L’ecologia ci guadagnò indubbiamente, l’estetica pure, ma il paesaggio? Il passato? La tradizione? Il senso della Storia? La memoria storica? Il valore culturale? Il Colore?
Cari e dolci ricordi del tempo che fu, annegati per sempre in quel tratto di terra che, ora, coperto di pini e di acacie, costeggia la moderna circonvallazione, nel punto in cui questa interseca la strada provinciale per Acquaviva e le diramazioni per Bitetto – Sannicandro: fra “Passato e Presente”, appunto.





IL “GIALLO” DELLA MADONNA

Indenne o malconcia? Illesa o sfregiata? Integra o mùtila? Quale verità sull’immagine della Madonna? Proviamo a dare una ragionevole risposta a questi interrogativi.

Abbiamo per certo che, quella notte, in Piazza Larghetto Carmine caddero, insieme con alcuni spezzoni incendiari, almeno due bombe di medio calibro (del peso, cioè, di 250 Kg. cadauna, circa), con una carica di 65 chili di esplosivo, capace di proiettare i suoi spezzoni di metallo nel raggio di un chilometro: di esse, una centrò la Chiesa del Carmine mandandola in frantumi, l’altra, invece, finì poco discosto, nel tratto stradale laterale ad essa, sforando, slabbrando la parte superiore del muro sud-occidentale del castello medioevale adiacente.
Colpita in pieno, la Chiesa rovinò su sé stessa, trascinando inevitabilmente nella rovina anche il sito sottostante, cioè l’edicola (da “aedes” = stanzetta) funeraria, alla quale, chi la conosceva attribuiva non piccolo valore archeologico.

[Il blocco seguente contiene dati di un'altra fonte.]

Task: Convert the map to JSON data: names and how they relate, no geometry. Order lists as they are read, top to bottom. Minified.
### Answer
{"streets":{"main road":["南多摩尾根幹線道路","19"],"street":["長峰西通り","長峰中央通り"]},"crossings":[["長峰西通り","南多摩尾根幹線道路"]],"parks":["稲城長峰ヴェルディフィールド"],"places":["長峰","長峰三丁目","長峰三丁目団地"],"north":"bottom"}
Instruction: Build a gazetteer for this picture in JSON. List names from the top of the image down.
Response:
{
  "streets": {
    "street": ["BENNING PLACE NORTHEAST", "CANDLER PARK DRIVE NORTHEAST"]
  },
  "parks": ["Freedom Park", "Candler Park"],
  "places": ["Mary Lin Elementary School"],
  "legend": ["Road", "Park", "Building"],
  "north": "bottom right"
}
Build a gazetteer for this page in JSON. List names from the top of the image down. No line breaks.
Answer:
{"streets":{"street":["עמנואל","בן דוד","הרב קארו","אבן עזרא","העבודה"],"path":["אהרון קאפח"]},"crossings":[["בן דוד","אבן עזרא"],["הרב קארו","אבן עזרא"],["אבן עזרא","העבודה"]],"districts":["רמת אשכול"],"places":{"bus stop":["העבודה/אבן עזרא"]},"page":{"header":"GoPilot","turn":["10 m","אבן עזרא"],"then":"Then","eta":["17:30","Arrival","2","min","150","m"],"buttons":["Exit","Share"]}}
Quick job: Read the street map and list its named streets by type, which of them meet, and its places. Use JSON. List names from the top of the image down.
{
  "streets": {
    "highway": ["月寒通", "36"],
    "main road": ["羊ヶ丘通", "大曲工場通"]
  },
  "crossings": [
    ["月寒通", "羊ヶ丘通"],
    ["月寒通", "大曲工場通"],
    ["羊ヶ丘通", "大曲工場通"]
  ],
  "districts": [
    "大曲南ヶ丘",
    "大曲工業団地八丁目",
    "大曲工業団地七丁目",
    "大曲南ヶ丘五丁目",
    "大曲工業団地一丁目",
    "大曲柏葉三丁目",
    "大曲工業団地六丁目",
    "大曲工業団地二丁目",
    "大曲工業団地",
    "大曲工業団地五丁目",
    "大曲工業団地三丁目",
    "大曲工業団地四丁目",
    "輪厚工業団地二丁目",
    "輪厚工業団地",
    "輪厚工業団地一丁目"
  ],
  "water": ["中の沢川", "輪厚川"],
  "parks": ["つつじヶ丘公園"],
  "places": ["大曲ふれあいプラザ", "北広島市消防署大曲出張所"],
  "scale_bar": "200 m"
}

Ma, pur con tutta la sua violenza, l’esplosione non ebbe effetti devastanti per l’intero immobile, poiché ne lasciò in piedi l’altare, la nicchia sovrastante con l’immagine e la sottostante Figurazione pittorica delle Anime del Purgatorio62.
Vista da lontano, la statua appariva miracolosamente intatta, illesa. Guardata, invece, da vicino, mostrava chiaramente i segni del violento scossone subito, che se non l’aveva sconnessa del tutto, ne aveva sicuramente alterati quasi tutti i tratti principali. Infatti, la testa, le braccia, la veste parevano seriamente danneggiati, talmente gravi le mutilazioni e le deturpazioni causate che non sfuggirono a quanti accorsero per primi sul posto per avere un’idea della gravità del disastro, ma, soprattutto, per commiserare l’atto sacrilego consumato.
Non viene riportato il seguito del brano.